(Exercise inputs Opens)

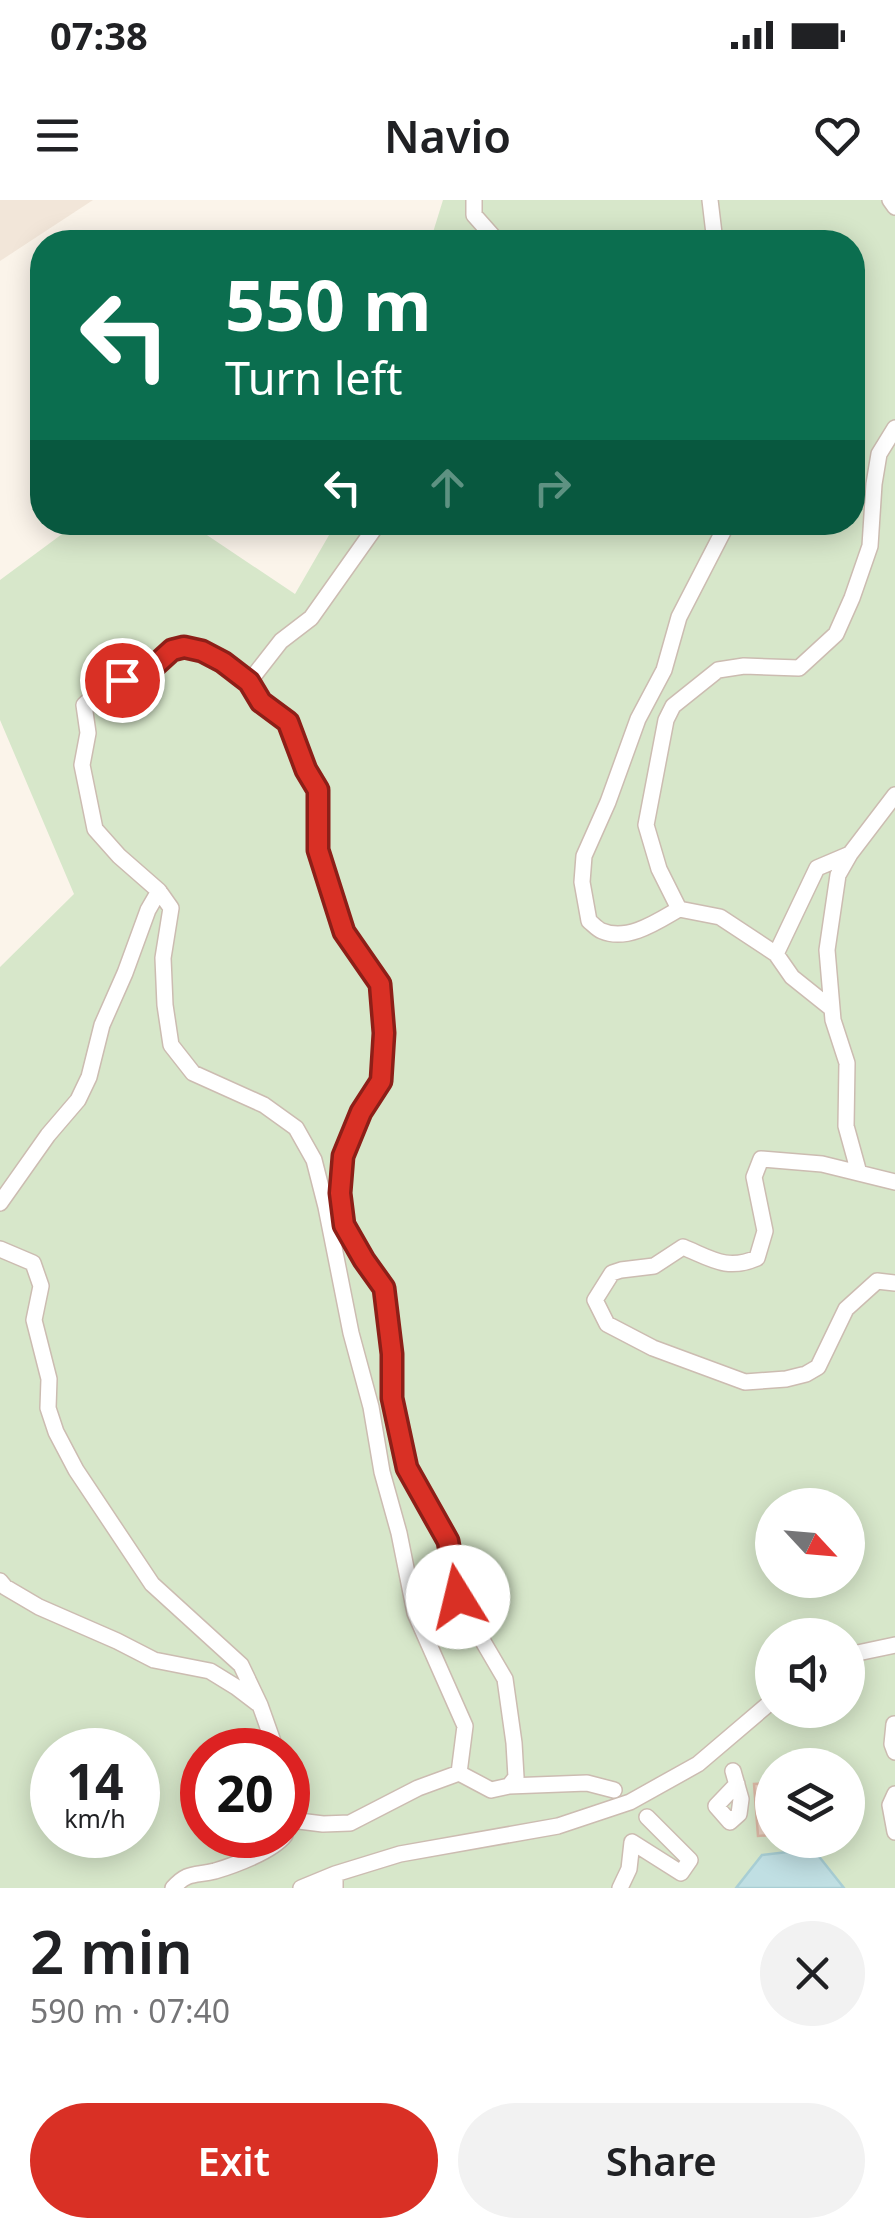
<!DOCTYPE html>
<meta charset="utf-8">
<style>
body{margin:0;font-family:"Noto Sans",sans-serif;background:#f2f2f2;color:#202124;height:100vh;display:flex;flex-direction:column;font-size:38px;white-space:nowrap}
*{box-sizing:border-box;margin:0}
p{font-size:32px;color:#757577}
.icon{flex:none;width:55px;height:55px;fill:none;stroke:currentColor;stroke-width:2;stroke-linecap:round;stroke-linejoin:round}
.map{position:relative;height:1688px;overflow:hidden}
.sheet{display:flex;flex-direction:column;background:#fff;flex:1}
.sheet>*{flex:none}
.banner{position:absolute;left:30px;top:30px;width:835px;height:305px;border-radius:40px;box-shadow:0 5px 25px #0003;background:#0b6e4f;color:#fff;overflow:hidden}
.needle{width:65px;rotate:116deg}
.buttons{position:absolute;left:755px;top:1288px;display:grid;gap:20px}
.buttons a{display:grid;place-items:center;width:110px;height:110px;border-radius:50%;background:#fff;box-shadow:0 5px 25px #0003;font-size:50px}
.speed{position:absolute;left:30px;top:1528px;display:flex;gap:20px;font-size:50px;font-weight:700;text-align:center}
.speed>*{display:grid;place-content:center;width:130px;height:130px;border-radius:50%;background:#fff;box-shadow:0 5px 25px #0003;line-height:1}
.speed small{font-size:25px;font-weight:400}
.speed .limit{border:15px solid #d22;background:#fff;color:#111}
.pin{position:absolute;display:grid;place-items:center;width:85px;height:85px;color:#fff;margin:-42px;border:5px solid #fff;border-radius:50%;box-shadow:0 2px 10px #0007}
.me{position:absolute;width:110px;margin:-55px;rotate:351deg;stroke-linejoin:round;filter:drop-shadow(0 0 8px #0008)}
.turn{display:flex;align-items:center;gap:35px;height:210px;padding:0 30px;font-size:45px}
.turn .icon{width:130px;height:130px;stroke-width:2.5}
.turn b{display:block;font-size:70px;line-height:85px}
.lanes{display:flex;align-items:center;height:95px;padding:0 30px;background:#0003;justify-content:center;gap:50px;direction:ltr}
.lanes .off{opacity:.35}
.round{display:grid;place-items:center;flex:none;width:105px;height:105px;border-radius:52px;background:#f2f2f2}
.summary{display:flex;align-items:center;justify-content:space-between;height:170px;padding:0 30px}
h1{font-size:60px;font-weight:600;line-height:75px}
.primary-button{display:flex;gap:20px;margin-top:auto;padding:20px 30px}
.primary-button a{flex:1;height:115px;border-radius:60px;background:#d93025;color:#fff;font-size:40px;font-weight:600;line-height:115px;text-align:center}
.primary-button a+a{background:#f2f2f2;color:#202124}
.status{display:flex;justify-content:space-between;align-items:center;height:70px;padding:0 50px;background:#fff;direction:ltr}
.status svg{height:28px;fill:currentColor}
header{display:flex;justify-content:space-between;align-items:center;height:130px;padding:0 30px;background:#fff;font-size:45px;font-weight:600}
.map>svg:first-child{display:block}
.residential{fill:#f2e6d9}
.green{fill:#d7e7ca;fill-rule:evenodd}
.water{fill:#c0dfe3;stroke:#a8ced4;stroke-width:2.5}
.building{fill:#edd4c5;stroke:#debaa7;stroke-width:2.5}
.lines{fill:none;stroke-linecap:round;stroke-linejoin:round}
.minor-casing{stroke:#ccbcb1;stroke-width:18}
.minor{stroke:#fff;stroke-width:15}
.route-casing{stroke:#8d1f18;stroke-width:25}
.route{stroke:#d93025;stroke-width:18}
</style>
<div class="status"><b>07:38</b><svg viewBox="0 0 49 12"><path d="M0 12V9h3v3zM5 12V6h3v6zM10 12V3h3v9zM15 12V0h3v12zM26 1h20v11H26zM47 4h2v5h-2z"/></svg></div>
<header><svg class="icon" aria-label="menu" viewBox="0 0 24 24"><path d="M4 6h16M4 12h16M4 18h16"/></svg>Navio<svg class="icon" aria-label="heart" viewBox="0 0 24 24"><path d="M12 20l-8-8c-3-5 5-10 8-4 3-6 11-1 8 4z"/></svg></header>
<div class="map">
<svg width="895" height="1688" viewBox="0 0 895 1688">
<rect width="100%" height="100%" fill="#fbf4ea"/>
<path class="residential" d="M0 0H93L0 61Z"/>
<path class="green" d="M443 0H895V1688H0V767L74 694 0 520V380L77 323H189L295 394 336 323 852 322V42H430ZM772 1305H848V1380H772ZM772 1435H848V1510H772ZM52 1550H138V1635H52ZM202 1550H288V1635H202ZM772 1565H848V1640H772Z"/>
<path class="water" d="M813 1649 844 1688H736L762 1655Z"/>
<path class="building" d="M772 1583V1635L758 1636 754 1584Z"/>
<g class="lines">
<g class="minor-casing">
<path id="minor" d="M474 0V15L498 42
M710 0 715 42
M890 0 895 7
M728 322 679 417 664 470 638 519 608 602 584 656 582 682 589 721C593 724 597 729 602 731 628 742 658 721 679 709L720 717 776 754 792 777 832 809
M159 691 119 656 95 629 82 565 88 533 84 505 101 489 150 470 172 450 185 447 203 451 223 462 249 482
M679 709 659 669 646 625 666 520 673 506 718 470 744 466 799 468 836 434 852 398 870 346 874 284 879 254 895 228
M776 754 817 668 850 654
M859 973 846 926 847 863 833 820 827 750 838 675 850 654 895 595
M895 982 822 964 761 959 754 977 765 1031 757 1058C727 1071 712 1059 683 1047L654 1066 621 1070 612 1073 595 1100 607 1124 653 1148 745 1182 786 1179 806 1174 818 1167 846 1109 877 1081 895 1083
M0 1003 48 935 78 900 89 877 102 825 125 773 148 710 159 691 171 708 163 758 165 805 171 845 193 873 264 905 296 928 314 960 326 1007 351 1133 371 1207 382 1272 399 1333 415 1413 465 1526 459 1573
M0 1049 33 1063 41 1086 34 1120 49 1179 48 1208 56 1232 76 1270 152 1384 241 1465 260 1505 276 1550
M0 1381 5 1387 39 1407 117 1441 154 1460 210 1471 236 1487 257 1503
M848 1455 895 1445
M894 1524 892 1544 895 1552
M733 1571 741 1599 739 1614 730 1622 716 1606 737 1584
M509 1586 587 1583 614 1590
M895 1594 890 1605 895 1632
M291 1620 323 1624 350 1623 418 1588 459 1573 491 1590 509 1586 516 1577 514 1543 505 1479 457 1397 448 1341 407 1267 392 1198V1154L384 1088 364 1060 344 1025 340 993 343 955 361 912 381 881 384 833 381 784 344 733 317 650V590L306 571 288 522 261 502 249 482 281 441 311 418 379 322
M173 1688C188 1671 195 1676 215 1671 235 1665 273 1651 285 1635
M301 1688 335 1674 320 1688
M335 1688V1674L400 1654 558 1626 630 1602 698 1564 772 1501
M620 1688 629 1669 632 1642 681 1673 690 1660 647 1617"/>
</g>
<use href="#minor" class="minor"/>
</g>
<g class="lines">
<g class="route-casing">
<path id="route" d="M122 480 150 470 172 450 184 447 202 451 223 462 249 482 261 502 288 522 306 570 318 590V650L344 732 380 784 384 833 381 881 361 912 343 956 340 993 344 1025 364 1060 384 1088 392 1154V1198L407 1268 448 1341 458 1397"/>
</g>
<use href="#route" class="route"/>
</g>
</svg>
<div class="buttons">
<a><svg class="needle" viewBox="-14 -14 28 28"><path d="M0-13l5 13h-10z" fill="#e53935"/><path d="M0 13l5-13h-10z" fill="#757577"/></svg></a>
<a><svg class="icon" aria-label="sound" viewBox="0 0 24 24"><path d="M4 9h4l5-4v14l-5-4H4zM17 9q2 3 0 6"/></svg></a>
<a><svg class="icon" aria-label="layers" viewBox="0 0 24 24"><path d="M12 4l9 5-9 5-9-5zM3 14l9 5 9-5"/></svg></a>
</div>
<div class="speed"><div>14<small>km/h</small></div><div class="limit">20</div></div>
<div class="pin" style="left:122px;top:480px;background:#d93025"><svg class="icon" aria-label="arrive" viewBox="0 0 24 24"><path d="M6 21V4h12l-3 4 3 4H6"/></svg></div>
<svg class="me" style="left:458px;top:1397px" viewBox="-20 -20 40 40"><circle r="19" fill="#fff"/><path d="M0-13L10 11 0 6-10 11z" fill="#d93025"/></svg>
<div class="banner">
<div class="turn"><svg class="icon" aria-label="left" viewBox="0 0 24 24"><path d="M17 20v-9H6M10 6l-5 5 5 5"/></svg><div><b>550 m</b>Turn left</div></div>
<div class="lanes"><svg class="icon" aria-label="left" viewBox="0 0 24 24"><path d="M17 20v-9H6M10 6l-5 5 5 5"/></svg><svg class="icon off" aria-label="ahead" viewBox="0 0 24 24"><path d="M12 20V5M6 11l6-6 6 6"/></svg><svg class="icon off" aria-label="right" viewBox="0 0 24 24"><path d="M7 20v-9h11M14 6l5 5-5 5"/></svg></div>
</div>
</div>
<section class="sheet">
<div class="summary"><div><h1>2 min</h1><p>590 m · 07:40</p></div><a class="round"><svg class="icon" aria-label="close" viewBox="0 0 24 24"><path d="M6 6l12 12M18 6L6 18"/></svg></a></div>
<div class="primary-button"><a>Exit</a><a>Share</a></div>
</section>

(Exercise inputs Closes)

Considering only the data above, return the lines in which "buttons" occurs.

.buttons{position:absolute;left:755px;top:1288px;display:grid;gap:20px}
.buttons a{display:grid;place-items:center;width:110px;height:110px;border-radius:50%;background:#fff;box-shadow:0 5px 25px #0003;font-size:50px}
<div class="buttons">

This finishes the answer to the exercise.